#### [Exercise]
Report each line of the material below where the word "serif" can be found.

#### [Input records]
━━━━━━━━━━━━━━━━

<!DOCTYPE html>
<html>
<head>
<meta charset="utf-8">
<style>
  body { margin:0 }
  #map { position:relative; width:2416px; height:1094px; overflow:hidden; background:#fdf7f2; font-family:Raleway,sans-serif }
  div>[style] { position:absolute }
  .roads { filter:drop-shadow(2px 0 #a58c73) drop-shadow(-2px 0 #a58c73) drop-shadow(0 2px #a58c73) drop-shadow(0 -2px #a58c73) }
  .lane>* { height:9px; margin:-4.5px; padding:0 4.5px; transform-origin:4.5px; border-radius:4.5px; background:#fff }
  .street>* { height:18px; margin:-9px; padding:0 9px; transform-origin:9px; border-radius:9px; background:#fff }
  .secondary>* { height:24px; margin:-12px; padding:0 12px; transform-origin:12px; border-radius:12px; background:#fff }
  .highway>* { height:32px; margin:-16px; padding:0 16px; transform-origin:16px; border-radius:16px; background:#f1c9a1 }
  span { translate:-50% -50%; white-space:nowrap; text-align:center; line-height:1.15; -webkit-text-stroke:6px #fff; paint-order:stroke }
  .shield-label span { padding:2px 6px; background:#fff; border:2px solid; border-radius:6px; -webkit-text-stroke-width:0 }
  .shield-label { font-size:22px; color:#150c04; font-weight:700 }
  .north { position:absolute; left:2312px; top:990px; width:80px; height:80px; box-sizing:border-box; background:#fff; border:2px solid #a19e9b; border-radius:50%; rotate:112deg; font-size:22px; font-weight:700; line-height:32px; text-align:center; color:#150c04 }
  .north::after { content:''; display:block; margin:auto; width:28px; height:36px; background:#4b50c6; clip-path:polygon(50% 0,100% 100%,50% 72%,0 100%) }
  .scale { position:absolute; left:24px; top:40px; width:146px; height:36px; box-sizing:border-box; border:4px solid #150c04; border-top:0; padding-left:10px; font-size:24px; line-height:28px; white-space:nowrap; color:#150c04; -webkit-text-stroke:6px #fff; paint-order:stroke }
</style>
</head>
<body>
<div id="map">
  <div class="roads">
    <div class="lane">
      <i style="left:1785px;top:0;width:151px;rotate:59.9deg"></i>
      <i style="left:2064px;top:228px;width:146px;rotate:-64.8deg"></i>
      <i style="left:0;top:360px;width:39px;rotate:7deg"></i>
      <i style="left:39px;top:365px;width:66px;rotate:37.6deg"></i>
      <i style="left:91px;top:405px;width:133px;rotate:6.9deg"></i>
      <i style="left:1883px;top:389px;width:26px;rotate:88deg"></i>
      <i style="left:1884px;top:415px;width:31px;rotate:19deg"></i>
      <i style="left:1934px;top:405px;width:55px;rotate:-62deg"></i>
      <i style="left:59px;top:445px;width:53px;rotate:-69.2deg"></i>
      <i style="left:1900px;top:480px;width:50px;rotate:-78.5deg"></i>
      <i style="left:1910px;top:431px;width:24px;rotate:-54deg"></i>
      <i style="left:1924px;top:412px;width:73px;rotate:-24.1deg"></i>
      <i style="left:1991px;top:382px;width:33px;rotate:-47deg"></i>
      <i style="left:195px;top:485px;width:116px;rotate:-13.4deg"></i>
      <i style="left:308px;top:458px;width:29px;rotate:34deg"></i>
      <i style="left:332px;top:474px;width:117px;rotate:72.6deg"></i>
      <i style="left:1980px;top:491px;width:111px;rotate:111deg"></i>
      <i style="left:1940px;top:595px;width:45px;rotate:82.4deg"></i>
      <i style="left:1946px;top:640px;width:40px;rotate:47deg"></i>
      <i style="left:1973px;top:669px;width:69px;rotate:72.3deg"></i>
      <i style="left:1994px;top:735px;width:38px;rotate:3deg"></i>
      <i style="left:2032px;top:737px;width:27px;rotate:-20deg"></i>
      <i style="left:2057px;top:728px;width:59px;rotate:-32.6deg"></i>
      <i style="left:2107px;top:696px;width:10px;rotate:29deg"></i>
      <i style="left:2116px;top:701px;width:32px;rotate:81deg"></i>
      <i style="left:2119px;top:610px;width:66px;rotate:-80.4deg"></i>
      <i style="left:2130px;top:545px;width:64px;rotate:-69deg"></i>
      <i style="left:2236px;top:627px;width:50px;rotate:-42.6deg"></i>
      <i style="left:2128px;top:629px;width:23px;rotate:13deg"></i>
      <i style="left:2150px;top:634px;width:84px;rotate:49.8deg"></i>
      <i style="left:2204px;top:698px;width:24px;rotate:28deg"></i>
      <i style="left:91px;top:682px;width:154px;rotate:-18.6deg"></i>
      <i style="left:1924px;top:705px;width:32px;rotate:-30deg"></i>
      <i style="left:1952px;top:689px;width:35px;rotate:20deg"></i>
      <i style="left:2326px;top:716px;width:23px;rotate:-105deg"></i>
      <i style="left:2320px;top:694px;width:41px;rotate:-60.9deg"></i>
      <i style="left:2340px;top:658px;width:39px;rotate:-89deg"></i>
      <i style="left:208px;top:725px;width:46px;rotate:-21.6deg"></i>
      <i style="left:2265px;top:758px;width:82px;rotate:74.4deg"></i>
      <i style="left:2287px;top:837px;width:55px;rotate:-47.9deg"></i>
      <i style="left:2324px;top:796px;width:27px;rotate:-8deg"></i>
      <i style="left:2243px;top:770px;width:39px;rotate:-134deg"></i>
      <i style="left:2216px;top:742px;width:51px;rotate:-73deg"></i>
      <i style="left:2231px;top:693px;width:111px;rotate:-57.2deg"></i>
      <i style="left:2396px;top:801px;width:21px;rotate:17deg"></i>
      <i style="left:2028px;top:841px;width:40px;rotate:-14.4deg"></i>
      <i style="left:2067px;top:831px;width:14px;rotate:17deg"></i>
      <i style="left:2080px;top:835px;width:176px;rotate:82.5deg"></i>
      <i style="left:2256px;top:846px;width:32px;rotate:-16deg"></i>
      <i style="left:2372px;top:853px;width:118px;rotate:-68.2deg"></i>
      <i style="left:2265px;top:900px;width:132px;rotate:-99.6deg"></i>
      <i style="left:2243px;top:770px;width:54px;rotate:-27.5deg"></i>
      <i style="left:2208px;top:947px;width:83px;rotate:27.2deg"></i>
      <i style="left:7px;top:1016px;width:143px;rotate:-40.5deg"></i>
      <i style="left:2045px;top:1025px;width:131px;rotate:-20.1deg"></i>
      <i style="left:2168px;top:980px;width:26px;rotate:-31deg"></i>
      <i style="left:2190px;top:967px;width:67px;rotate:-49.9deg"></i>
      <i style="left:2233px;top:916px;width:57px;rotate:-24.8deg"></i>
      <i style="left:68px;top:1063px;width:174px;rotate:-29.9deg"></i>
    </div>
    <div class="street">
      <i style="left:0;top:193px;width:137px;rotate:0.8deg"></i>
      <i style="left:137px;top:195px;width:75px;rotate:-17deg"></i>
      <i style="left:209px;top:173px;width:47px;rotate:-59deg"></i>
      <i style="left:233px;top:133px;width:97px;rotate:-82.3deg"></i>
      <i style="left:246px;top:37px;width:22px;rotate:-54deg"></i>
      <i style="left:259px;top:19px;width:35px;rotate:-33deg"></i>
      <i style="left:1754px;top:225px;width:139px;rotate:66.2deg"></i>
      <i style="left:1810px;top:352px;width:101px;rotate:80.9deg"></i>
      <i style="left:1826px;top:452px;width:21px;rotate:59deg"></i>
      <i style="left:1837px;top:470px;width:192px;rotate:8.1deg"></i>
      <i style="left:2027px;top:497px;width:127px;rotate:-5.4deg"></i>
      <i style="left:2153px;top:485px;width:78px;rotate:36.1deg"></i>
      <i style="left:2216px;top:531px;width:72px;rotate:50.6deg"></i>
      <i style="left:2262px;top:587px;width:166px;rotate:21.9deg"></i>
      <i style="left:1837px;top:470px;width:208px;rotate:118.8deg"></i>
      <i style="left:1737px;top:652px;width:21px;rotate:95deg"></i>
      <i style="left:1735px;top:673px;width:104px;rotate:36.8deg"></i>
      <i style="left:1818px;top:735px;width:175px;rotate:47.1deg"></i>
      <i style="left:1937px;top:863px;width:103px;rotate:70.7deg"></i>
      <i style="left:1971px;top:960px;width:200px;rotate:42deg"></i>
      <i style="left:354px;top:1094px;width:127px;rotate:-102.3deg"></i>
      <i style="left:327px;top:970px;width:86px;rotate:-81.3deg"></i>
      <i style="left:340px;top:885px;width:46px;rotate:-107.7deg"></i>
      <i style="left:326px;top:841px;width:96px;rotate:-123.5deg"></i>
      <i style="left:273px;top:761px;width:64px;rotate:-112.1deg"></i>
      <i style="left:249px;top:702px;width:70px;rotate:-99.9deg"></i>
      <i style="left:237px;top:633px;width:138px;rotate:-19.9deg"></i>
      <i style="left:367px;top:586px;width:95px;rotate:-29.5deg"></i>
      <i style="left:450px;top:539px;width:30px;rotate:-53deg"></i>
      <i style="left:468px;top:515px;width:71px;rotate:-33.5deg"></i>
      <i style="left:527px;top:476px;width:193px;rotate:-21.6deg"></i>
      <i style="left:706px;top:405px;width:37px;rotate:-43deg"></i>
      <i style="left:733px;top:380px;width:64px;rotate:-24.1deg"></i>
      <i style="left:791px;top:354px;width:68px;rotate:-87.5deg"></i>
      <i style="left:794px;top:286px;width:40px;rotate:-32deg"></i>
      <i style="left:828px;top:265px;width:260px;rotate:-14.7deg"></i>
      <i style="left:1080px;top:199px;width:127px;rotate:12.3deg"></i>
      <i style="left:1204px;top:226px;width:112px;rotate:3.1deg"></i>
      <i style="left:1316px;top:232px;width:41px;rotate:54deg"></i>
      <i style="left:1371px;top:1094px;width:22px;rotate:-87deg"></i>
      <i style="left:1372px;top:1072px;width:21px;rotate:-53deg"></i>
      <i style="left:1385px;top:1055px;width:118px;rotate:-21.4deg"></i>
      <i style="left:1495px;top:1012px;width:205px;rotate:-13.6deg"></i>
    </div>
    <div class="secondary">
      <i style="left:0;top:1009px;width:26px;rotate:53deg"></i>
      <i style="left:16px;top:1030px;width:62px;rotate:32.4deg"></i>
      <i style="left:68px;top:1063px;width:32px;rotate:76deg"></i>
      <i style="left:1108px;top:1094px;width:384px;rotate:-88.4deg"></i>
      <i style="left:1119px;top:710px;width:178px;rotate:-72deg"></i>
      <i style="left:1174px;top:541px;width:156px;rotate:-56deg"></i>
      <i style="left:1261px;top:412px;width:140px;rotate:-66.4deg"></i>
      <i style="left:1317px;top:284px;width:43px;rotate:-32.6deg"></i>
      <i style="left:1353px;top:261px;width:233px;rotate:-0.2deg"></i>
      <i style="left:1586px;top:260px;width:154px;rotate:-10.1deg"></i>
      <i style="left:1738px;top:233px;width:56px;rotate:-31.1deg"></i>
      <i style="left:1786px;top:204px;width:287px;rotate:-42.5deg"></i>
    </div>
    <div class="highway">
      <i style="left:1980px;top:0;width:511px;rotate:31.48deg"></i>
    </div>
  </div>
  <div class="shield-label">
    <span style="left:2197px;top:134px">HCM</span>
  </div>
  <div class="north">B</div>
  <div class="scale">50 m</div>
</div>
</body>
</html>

━━━━━━━━━━━━━━━━

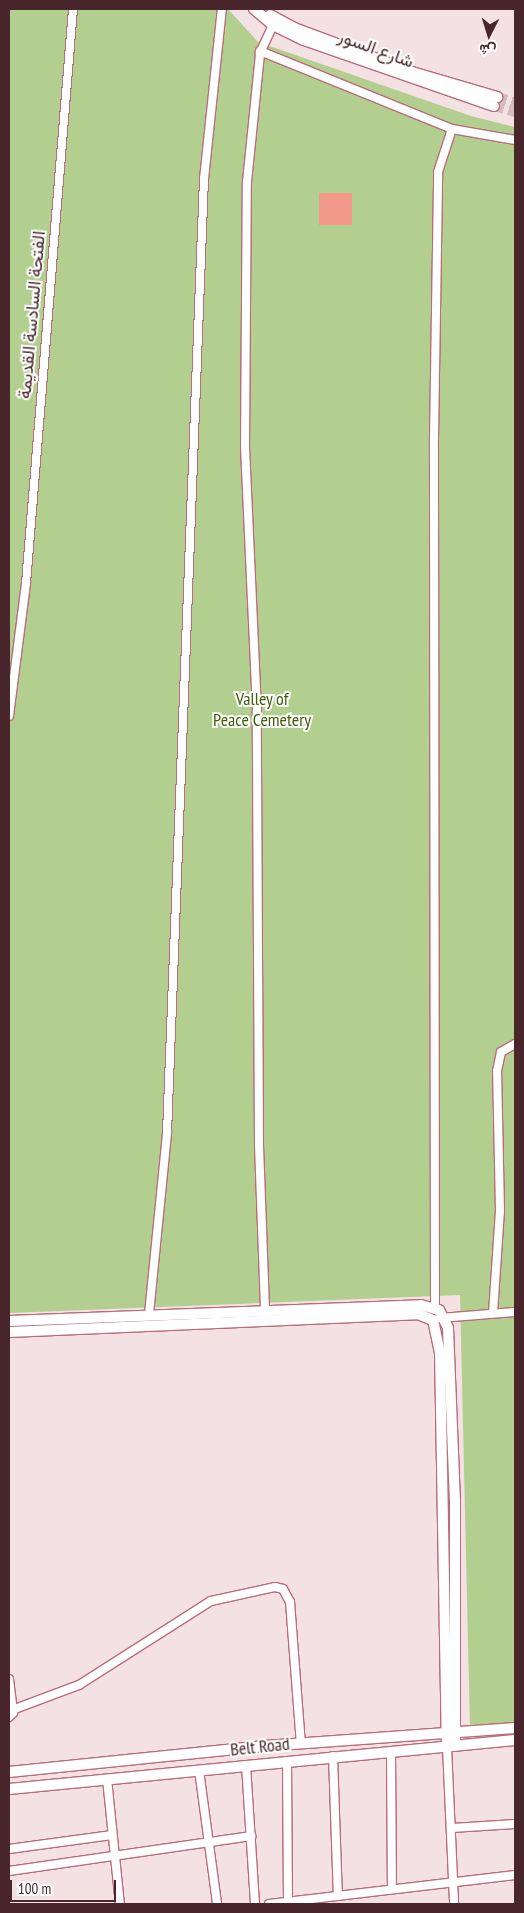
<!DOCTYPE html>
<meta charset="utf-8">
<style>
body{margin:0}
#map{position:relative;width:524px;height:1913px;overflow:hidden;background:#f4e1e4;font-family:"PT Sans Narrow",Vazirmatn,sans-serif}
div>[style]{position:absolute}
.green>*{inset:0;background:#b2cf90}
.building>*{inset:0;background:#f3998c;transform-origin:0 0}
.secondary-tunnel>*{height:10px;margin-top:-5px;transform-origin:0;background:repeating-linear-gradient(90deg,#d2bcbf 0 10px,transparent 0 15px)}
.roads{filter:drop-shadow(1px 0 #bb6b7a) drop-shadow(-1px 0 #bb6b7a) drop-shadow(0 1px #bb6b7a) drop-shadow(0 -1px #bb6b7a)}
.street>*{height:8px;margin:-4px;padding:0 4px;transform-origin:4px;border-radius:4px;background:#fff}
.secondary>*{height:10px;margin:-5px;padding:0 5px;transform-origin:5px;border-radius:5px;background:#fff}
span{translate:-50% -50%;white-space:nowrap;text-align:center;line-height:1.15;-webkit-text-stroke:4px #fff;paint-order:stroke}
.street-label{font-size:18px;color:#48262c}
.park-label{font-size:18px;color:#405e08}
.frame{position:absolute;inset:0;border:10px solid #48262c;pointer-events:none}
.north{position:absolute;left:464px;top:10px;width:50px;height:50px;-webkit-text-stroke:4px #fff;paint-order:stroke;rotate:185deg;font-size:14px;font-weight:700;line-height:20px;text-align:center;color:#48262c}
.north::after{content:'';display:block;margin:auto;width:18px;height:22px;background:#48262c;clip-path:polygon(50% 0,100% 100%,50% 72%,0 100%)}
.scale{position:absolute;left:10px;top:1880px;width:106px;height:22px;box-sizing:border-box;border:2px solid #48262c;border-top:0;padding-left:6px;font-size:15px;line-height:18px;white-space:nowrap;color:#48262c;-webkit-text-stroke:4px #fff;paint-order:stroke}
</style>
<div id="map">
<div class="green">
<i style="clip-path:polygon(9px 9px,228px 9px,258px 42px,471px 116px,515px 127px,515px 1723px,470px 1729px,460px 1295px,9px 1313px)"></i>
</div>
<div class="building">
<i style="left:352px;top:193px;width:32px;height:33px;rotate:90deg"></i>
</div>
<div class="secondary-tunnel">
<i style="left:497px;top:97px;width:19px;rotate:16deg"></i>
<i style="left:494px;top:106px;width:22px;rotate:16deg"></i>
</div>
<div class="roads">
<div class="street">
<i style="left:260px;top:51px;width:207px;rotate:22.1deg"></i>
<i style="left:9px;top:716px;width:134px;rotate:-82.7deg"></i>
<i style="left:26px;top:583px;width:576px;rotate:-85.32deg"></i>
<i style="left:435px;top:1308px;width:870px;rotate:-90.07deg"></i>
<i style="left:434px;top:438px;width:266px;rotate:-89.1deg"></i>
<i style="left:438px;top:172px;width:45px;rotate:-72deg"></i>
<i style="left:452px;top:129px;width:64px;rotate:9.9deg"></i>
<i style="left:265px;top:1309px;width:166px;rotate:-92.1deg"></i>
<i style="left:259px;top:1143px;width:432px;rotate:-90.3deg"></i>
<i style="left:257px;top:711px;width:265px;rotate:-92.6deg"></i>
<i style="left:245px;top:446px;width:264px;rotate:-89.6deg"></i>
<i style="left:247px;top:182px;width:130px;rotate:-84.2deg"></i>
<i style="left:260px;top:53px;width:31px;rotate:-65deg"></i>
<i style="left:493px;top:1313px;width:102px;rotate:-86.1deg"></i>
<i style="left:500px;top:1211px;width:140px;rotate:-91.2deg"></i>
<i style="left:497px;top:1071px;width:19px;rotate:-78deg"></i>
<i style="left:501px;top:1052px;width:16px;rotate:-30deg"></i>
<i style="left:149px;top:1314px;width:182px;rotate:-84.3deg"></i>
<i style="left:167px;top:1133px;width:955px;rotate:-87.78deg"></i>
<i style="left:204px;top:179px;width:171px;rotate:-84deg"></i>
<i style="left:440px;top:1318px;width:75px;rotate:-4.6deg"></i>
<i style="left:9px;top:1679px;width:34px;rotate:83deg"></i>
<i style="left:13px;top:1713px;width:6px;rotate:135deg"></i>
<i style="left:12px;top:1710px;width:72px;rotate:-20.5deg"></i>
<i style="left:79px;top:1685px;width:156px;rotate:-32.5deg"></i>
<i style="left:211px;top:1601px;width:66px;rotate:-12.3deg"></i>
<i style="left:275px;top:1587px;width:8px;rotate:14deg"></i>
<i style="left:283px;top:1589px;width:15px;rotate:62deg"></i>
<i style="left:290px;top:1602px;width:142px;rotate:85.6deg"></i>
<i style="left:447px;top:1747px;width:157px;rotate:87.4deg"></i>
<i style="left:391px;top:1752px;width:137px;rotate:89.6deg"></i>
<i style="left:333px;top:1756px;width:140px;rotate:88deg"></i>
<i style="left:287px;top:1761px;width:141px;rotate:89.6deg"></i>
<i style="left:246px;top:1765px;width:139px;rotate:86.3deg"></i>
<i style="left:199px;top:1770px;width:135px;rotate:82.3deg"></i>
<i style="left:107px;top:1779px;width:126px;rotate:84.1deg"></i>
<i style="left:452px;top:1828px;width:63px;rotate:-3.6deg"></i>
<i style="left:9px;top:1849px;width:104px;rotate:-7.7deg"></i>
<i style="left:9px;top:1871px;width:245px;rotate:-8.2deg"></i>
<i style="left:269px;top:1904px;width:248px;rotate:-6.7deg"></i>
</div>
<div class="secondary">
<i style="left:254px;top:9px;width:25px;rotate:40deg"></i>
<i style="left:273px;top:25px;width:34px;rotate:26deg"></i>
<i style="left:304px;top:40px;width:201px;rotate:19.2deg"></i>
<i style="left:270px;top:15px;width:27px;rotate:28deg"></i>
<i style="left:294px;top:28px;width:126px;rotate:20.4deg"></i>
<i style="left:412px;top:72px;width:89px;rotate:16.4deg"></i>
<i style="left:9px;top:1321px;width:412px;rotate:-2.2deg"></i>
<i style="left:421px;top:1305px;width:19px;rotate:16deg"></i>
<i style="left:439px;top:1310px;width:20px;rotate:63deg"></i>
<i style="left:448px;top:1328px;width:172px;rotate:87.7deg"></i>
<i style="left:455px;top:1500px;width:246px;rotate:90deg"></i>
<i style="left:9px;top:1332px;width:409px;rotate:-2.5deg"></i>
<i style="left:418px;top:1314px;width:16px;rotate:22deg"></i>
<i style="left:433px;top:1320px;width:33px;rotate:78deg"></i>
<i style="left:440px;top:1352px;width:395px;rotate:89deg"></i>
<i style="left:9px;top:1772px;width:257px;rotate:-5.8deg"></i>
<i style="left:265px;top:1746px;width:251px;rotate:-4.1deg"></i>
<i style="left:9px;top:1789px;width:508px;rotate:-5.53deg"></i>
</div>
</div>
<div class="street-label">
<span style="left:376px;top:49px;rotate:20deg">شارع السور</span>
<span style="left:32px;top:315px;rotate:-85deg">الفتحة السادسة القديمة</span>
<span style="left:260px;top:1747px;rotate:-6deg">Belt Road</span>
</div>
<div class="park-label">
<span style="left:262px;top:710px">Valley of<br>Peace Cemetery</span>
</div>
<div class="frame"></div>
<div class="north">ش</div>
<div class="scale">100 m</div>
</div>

━━━━━━━━━━━━━━━━

#### [Exercise solution]
  #map { position:relative; width:2416px; height:1094px; overflow:hidden; background:#fdf7f2; font-family:Raleway,sans-serif }
#map{position:relative;width:524px;height:1913px;overflow:hidden;background:#f4e1e4;font-family:"PT Sans Narrow",Vazirmatn,sans-serif}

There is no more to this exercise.